The Patriots are slightly better than the Ravens offensively, in the same way that eating Thanksgiving dinner is slightly better than getting kicked in the shins a half dozen times. But the Steelers, more than any of the teams the Pats have played to this point, have all the pieces on defense to give stopping this juggernaut the old college try. Having the pieces and bringing them to the game and having them work the way the coaches drew it up isn't as easy as one could hope, though.
No matter how good they are, the Steelers cornerbacks are all considerably shorter than Randy Moss. And with Moss getting away with offensive pass interference the way no one on this Earth has since Michael Irvin brought his talents to the broadcast booth, he is a disconcerting prospect. And there is the question of whether or not the Steelers can find a way to stop Wes Welker finding every little hole in every zone. If they can't do that a handful of times, they're not going to get the Pats off the field on third down.
Then there is the zone blitz scheme which Dick Lebeau practically invented. It's greatest strength is its capacity to baffle, confuse and frustrate pass protection schemes and force them to break down while closing off the quarterback's outlets. Unfortunately, you can't do that to Tom Brady and his offensive linemen. As a group, the five linemen and their field general do not possess enough intelligence to be baffled, confused or frustrated. And while there are coaching staffs and teams that can come up with plans to outsmart any opponent, is there a plan to outdumb the morons on the Patriots?
On offense, the Steelers can run the ball, even though they didn't do much of that against Baltimore. Even if the size and strength of the Patriots defensive line leads you to believe that Fast Willie Parker will be contained, don't forget that the Steelers can throw Najeh Davenport at the Pats. Even though he's best remembered for being arrested after an ex-girlfriend awoke to discover him befouling her closet in the middle of the night, he still has the potential to run all over the Patriots like Marion Barber did in Dallas.
Pass protection could be a problem, since Mike Vrabel seems to have borrowed Rodney Harrison's fountain of youth. And Big Ben loves to hang on to the ball, even though he moves well in the pocket and shrugs off defenders because of his size and strength, this could hurt the Steelers. If he makes even one mistake when it comes to ball security, that could provide the Patriots with the opportunity to take a lead which no sign seen to date points to them relinquishing.
One thing this secondary for the Pats has yet to face is a deep threat like Santonio Holmes. If the Steelers can protect Big Ben, this could burn the Pats badly. Then again, if any of the ifs I have brought up to this point in the season had amounted to anything more than a small colossal waste of time in this giant colossal waste of time that is this blog, the damn Patriots wouldn't be undefeated and I'd look like less of a tool.
Speaking of tools, it provides an inelegant segue into a group of people who badly need criticism. NBC is saving the environment, whether we like it or not. I was reluctant to blog about this a few days ago, because I expected the Bush Administration to have a change of heart along the lines of Scrooge in A Christmas Carol when Matt Lauer went to Greenland to break the story of global warming, but I was disappointed.

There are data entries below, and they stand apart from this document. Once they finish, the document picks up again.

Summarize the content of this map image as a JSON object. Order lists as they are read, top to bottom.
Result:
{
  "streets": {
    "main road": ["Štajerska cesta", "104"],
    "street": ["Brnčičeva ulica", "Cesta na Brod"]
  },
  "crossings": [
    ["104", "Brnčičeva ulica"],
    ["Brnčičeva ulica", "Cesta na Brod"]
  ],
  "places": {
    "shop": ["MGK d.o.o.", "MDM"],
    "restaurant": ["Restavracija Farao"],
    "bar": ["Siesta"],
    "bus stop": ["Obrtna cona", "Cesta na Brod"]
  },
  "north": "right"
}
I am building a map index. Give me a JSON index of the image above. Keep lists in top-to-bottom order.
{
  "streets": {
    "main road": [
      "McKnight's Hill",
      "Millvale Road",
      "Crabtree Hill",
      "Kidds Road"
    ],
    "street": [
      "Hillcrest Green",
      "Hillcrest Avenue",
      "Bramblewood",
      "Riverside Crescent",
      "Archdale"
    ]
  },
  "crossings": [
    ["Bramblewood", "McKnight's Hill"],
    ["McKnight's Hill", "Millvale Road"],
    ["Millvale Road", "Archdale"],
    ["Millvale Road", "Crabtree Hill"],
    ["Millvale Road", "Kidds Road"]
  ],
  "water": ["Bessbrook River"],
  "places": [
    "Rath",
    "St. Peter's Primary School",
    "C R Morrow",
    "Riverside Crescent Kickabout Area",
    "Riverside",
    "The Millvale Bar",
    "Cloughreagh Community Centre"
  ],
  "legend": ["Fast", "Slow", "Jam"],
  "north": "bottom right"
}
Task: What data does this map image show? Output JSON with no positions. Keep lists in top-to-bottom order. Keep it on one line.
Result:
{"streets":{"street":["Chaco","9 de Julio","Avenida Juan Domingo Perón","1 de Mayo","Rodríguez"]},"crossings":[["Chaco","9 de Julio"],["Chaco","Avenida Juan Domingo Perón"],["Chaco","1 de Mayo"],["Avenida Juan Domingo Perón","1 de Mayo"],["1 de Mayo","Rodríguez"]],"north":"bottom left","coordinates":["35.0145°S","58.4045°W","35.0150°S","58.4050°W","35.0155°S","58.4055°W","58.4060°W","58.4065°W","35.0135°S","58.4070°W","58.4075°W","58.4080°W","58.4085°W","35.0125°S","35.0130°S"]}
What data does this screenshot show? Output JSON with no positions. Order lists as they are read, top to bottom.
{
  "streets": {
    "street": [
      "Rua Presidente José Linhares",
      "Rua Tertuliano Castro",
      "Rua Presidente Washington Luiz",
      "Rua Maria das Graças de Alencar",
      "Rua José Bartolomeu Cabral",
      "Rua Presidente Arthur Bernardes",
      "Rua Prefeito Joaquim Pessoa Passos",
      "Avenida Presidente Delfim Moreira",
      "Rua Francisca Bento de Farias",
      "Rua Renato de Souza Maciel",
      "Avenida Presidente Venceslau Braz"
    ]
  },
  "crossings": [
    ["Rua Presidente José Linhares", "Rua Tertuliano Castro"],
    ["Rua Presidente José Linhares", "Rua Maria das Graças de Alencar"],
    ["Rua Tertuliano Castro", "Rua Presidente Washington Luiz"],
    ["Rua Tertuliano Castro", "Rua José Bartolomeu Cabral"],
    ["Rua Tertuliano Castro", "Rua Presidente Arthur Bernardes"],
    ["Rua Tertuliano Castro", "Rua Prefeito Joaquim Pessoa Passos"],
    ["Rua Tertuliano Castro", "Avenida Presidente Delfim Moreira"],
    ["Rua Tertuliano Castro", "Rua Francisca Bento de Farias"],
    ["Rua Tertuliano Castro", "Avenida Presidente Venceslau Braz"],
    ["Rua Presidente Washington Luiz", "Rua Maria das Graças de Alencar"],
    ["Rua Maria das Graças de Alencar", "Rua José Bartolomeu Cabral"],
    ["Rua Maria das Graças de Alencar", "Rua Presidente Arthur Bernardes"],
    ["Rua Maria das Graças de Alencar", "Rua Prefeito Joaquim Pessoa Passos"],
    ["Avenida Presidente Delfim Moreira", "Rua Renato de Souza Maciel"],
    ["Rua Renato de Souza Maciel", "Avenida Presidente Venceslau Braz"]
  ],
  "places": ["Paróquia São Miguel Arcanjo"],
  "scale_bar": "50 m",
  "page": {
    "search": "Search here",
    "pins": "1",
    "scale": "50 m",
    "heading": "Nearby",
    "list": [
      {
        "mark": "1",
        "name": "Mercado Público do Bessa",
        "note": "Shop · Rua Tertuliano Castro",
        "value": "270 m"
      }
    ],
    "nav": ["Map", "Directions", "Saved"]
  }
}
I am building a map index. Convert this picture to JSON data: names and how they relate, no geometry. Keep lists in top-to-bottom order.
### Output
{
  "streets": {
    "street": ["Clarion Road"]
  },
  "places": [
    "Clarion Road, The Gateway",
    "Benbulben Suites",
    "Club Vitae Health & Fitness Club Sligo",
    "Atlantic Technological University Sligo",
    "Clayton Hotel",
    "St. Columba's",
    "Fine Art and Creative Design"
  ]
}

While NBC is making hypocritical gestures like sending a waste of space to Greenland to waste even more time and space than he usually wastes and shutting off a few lights in its studio, a serious question is going unanswered. NBC wants me to be conscious of my carbon footprint (and as a subsidiary of GE, the network is far less a threat to the general environmental health of the planet than a guy who doesn't even own an automobile, right?), but did they really need to send one of their talking heads to Greenland to do it?
I'm going out on a limb here, but I'm assuming that Matt Lauer didn't row himself up to Greenland in a boat. So he must have taken a plane or a boat to Greenland. And since NBC probably didn't buy him and whatever personnel were required to support him and his crew tickets on a Southwest Airlines flight to the middle of nowhere in Greenland, some genius must have chartered a plane or a ship to move those people and their equipment to Greenland, unless of course the natives there have all the necessary equipment for broadcasting "news" across the globe.
So NBC spent how much money, transported how many people and how much equipment to Greenland to get me and a few million other people to think about their impact on fragile ecosystems? It seems like that could have been done more efficiently. What with the fact that these people (unless Matt Lauer can provide heat, shelter, food fresh drinking water and whatever other necessities a film crew in the middle of nowhere Greenland require with the powers of his mind) must have done some damage to the pristine ecosystem they visited, how much do I have to scale back my carbon footprint to offset what they did while they went up there to tell me to scale back my carbon footprint in the first place? Good job NBC.